**Exercise description:**
Show every line below where "radius" can be found.

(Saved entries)
BEGIN

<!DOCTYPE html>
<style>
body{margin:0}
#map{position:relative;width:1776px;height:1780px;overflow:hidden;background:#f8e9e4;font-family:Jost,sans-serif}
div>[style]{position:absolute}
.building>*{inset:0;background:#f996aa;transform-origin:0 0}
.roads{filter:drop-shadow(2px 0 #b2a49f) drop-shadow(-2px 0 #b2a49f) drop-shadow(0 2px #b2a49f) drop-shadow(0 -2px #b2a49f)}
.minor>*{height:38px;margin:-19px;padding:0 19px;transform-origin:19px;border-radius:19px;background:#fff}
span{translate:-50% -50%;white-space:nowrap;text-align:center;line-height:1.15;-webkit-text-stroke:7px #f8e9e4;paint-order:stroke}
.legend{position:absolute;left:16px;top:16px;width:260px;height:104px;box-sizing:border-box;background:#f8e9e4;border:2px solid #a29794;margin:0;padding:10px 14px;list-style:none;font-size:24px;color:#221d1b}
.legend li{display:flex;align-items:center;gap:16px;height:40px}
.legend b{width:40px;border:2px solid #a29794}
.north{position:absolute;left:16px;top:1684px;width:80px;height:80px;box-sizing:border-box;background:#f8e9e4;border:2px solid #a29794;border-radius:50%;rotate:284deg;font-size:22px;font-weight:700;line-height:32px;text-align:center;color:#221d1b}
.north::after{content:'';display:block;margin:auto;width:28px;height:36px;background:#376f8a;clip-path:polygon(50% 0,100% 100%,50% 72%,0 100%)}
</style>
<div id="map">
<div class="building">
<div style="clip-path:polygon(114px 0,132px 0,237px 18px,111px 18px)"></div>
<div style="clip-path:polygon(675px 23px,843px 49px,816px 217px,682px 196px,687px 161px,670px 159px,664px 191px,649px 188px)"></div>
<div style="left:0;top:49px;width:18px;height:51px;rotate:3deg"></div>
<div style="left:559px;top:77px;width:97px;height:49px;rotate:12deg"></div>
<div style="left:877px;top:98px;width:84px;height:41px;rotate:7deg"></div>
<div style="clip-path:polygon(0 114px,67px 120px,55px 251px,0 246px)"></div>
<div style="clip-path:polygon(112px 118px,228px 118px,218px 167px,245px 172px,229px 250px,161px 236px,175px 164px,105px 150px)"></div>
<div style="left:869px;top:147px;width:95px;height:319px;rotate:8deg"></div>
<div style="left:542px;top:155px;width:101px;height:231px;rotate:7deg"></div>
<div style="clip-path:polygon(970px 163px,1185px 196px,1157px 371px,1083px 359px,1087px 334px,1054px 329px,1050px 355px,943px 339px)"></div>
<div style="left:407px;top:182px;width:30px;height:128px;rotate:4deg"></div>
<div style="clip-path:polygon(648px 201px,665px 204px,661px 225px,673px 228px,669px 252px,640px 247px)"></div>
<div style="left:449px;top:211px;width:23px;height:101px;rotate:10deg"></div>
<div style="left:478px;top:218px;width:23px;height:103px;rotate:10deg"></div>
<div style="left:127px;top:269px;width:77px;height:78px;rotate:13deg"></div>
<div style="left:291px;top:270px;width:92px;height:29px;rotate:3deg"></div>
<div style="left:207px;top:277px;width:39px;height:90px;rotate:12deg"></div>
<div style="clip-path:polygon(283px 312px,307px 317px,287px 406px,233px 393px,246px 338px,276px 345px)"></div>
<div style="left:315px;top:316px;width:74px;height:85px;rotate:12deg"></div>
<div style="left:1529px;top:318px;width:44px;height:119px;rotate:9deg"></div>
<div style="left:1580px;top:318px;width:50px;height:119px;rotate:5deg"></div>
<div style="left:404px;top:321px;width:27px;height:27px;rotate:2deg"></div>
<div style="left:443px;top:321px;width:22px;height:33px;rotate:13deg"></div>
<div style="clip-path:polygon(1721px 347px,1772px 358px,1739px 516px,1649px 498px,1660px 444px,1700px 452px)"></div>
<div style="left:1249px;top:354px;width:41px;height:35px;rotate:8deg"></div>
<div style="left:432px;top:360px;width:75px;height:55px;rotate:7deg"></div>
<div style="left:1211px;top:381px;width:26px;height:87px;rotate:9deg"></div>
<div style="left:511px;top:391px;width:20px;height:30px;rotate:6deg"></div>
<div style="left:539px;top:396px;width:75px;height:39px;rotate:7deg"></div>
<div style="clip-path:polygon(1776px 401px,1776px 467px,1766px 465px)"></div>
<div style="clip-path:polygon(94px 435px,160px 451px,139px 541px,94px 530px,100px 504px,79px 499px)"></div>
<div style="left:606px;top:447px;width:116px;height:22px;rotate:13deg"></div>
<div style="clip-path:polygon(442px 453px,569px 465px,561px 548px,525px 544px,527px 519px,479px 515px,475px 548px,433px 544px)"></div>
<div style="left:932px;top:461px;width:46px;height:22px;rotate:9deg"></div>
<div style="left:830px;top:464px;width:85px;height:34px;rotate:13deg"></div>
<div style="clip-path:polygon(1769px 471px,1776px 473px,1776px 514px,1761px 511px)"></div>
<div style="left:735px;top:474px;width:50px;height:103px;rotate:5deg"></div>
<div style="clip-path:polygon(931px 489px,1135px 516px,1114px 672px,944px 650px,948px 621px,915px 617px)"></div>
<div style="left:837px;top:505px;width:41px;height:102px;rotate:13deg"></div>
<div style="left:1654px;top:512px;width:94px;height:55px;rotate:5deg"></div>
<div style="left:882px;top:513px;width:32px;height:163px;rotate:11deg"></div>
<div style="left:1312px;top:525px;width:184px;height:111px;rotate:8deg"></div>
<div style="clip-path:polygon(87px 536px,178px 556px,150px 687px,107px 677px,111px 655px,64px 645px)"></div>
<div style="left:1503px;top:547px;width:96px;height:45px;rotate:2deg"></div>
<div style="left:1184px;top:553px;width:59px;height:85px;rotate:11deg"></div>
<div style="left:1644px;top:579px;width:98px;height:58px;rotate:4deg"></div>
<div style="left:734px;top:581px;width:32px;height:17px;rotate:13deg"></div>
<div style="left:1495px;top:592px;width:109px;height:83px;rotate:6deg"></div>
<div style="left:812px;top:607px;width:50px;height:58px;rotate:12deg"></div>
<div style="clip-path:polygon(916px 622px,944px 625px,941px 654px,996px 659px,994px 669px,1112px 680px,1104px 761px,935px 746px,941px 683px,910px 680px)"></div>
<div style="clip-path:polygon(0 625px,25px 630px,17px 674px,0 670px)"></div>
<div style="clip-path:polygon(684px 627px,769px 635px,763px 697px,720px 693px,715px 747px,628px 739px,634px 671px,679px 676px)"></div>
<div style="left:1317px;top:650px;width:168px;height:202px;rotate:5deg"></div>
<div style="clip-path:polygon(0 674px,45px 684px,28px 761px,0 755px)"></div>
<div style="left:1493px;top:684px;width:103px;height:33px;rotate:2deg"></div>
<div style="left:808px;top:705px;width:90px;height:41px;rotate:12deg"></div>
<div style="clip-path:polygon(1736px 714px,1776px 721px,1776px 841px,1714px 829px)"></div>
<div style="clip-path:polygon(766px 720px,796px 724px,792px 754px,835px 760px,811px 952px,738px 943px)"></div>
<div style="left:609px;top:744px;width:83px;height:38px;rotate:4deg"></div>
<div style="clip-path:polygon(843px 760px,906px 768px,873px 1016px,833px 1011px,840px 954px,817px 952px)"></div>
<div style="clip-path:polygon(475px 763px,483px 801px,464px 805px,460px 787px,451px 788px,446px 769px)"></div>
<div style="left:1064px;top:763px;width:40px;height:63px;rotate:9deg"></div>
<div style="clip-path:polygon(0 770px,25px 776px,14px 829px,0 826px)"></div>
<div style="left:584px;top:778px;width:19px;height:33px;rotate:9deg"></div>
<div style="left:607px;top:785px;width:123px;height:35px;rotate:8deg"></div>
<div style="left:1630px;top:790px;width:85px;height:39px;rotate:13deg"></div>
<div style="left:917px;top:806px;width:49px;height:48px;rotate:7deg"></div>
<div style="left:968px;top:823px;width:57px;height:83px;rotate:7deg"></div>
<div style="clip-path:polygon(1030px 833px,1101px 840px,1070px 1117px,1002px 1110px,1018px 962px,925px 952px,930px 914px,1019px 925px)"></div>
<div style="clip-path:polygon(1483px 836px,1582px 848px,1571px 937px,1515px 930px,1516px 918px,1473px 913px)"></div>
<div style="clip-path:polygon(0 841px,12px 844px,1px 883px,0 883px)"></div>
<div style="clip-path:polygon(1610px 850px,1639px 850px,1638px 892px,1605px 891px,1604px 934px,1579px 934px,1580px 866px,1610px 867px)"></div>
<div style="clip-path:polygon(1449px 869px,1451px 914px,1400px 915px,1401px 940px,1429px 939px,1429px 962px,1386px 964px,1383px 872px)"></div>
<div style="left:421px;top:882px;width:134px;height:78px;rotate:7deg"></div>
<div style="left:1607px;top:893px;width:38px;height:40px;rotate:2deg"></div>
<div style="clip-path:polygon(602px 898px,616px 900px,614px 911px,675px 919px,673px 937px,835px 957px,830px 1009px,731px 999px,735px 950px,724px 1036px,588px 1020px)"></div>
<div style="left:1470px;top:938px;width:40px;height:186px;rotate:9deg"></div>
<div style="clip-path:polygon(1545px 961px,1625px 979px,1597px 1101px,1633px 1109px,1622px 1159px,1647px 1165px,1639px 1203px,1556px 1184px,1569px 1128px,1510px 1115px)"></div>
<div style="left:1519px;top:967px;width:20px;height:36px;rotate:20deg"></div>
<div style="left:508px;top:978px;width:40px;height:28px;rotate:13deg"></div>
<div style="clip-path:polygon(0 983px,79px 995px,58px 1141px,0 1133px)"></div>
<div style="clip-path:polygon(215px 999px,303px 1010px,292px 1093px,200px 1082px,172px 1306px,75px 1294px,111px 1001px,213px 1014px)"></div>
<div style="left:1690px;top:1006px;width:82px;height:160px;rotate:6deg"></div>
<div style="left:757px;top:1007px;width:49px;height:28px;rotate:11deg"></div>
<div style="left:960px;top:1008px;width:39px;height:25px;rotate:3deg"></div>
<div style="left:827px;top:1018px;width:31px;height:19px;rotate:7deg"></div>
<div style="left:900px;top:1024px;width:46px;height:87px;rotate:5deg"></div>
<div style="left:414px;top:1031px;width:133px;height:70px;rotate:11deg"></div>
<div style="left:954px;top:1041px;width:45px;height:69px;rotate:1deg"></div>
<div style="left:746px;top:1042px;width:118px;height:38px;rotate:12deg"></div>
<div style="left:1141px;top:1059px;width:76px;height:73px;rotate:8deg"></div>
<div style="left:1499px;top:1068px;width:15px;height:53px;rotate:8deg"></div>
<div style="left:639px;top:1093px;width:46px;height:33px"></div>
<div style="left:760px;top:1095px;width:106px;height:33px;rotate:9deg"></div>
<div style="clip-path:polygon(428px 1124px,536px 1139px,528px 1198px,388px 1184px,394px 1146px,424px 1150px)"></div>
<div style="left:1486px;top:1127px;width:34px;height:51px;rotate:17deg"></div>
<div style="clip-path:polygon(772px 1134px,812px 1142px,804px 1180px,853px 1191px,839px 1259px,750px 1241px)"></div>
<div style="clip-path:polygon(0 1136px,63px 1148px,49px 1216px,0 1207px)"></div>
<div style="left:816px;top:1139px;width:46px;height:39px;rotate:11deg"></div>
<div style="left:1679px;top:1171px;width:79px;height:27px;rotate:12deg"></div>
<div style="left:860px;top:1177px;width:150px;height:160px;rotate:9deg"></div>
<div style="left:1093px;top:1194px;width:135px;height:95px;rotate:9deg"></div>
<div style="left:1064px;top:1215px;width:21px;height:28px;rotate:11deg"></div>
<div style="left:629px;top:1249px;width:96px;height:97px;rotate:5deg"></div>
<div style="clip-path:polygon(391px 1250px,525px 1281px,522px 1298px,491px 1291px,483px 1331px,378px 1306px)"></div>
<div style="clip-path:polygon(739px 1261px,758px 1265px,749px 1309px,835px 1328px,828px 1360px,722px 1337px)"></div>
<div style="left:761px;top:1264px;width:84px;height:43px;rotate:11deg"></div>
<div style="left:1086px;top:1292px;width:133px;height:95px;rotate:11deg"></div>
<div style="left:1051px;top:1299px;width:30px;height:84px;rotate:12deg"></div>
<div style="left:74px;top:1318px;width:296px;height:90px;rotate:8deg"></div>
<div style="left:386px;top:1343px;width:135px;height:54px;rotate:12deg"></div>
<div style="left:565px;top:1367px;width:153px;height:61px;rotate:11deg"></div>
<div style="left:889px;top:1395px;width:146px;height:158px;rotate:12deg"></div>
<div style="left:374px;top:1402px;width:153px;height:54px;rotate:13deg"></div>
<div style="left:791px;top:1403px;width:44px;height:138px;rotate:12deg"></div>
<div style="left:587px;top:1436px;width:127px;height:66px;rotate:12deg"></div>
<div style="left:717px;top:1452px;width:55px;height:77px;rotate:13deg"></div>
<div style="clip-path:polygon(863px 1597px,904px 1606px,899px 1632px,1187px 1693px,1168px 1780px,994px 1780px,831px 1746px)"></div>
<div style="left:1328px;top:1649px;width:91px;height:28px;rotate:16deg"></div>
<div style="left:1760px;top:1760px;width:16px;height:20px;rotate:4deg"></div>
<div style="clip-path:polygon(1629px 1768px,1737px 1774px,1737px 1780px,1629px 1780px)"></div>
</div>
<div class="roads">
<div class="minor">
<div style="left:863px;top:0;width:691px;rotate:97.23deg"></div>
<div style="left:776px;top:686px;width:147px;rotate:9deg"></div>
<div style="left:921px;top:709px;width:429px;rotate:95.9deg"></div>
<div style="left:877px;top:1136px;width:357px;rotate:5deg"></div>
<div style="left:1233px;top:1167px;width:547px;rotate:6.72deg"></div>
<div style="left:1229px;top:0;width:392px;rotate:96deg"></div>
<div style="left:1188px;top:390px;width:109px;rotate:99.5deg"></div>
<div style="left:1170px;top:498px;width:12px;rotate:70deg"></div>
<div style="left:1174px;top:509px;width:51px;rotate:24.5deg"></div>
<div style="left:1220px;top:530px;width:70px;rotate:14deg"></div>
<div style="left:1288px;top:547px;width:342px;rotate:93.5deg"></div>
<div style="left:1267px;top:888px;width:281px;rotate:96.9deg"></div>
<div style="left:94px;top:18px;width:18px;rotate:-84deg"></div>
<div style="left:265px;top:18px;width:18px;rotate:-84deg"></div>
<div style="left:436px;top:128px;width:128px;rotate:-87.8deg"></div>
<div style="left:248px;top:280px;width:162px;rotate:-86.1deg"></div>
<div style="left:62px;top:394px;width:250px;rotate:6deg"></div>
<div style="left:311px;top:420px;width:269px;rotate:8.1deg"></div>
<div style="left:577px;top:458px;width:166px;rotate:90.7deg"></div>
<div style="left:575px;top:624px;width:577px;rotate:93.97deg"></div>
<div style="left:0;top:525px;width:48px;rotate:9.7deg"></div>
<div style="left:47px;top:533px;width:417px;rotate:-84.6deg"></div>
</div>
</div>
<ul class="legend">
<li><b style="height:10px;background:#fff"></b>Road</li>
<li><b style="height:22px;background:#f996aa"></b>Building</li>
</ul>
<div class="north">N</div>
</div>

END

**Solution to this task:**
.minor>*{height:38px;margin:-19px;padding:0 19px;transform-origin:19px;border-radius:19px;background:#fff}
.north{position:absolute;left:16px;top:1684px;width:80px;height:80px;box-sizing:border-box;background:#f8e9e4;border:2px solid #a29794;border-radius:50%;rotate:284deg;font-size:22px;font-weight:700;line-height:32px;text-align:center;color:#221d1b}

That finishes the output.